In the years following the jinniyeh’s banishment to the Cursed City, the Bedu residents of Palmyra were forced to wage a constant and rather irritating battle.

Their adversary stole strips of meat off the drying racks, and frightened the goats so that their milk went sour. It raised dust-devils between the tents, hid the men’s swords in the animals’ bedding, and snipped the coins from the women’s veils while they slept. It could only be a jinni of some kind—but no matter how many amulets they hung above their doorways and tent-flaps, still they woke to find their looms unstrung in the night, and the chickens gorging themselves in the granary. They began to set aside small offerings for their uninvited guest—old veils, colorful balls of wool, the best morsels of lamb—in hopes that they’d be accepted, and the rest left alone.

The jinniyeh was amused by these bribes, and took them more or less at random, hoping to confound the Bedu further. Sometimes she considered entering their sleeping minds, to watch their dreams and search through their memories—but the prospect held little true appeal. Their lives seemed to be made only of drudgery, so why should their dreams be any better? Besides, the tales were full of jinn who’d entered a human’s mind at night, only to be trapped there come morning—a risk that hardly seemed worth any reward.

So each day she flew from her cave to the citadel, where she contented herself with her small mischiefs: raising winds to pull the clothing from the washing-lines, or turning into a mouse and nibbling through the ropes that held their tents aloft. The women chased after their laundry, and the men cursed as their tents fell around their ears; and she’d laugh, and fly back through the ruins to spend the night in her cave, telling herself stories in the dark. It was a lonely existence, perhaps, but far preferable to hiding among her own kind.
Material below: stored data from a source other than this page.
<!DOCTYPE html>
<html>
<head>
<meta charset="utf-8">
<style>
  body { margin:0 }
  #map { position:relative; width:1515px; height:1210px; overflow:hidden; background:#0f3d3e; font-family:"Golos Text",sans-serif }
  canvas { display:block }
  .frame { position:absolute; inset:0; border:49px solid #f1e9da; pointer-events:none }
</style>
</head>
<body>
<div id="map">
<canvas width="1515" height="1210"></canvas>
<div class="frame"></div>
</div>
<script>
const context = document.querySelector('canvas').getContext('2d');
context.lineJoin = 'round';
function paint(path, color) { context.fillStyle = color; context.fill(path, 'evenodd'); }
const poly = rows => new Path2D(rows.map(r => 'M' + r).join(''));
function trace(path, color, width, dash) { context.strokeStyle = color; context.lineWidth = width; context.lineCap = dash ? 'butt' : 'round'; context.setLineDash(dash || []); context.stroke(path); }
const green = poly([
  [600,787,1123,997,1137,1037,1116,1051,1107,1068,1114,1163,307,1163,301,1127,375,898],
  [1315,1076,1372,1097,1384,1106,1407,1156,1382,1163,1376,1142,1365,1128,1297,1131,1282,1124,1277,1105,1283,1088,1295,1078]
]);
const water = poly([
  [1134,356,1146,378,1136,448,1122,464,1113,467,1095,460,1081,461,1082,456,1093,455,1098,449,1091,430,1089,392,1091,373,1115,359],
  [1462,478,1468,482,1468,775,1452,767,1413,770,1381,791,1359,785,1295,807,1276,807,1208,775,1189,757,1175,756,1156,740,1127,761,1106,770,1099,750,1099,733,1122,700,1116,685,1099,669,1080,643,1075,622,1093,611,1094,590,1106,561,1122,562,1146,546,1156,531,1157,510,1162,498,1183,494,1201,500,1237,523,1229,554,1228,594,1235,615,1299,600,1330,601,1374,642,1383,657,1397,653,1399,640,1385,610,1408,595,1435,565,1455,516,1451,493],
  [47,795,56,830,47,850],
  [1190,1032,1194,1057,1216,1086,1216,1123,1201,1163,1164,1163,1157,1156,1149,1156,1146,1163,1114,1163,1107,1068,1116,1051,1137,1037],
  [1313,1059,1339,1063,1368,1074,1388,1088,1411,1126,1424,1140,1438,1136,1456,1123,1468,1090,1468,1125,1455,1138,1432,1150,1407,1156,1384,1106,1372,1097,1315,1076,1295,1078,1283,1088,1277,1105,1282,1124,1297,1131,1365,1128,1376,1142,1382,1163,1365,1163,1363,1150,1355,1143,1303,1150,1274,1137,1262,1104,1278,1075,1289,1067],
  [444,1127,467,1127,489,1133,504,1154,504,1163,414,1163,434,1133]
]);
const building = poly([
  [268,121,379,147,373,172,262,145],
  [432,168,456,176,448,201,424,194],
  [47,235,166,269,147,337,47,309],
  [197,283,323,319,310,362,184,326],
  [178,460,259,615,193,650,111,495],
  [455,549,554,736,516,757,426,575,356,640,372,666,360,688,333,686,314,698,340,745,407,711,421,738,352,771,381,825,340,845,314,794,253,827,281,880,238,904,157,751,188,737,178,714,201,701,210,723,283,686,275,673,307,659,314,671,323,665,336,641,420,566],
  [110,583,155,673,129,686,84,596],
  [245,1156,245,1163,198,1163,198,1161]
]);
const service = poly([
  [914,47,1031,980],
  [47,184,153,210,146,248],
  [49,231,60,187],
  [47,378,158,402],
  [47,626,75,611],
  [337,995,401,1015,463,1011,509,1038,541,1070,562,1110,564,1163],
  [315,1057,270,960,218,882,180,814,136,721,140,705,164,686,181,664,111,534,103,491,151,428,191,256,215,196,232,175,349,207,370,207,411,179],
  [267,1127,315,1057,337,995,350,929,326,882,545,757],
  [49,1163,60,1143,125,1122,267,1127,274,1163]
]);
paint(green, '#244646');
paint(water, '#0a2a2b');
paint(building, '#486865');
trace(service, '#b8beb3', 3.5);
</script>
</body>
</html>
She fully expected to live out her centuries in this manner—until a spring evening in her fourth year of banishment when, approaching her cave, she saw the glow and snap of a campfire.

Shocked, she halted in midair, then flew closer. Beyond the fire, inside the cave, was the elongated outline of a sleeping camel, and a donkey beside it, its bristled back to the flames. The camel’s saddle and an assortment of packs and panniers sat nearby, against the jagged wall.

Footsteps—and a human figure emerged from the cave’s depths.

At first the jinniyeh thought he was a Bedu, though they rarely traveled alone. He wore a scarf about his head, and a long shepherd’s coat lined with sheepskins, still dusty from the road. A thick assortment of fringed shawls topped the coat, as though he’d traveled from a land still mired in winter. The man unwound the head-scarf—and the jinniyeh saw that it wasn’t a man at all, but a woman, pale and fine-boned, her long hair braided tightly around her head.

Intrigued, the jinniyeh flew closer—and startled the camel, which snorted and kicked in its sleep before settling again. The woman tensed and looked out past the fire, searching. For a moment her eyes seemed to focus upon the jinniyeh, who felt an irrational prickle of fear.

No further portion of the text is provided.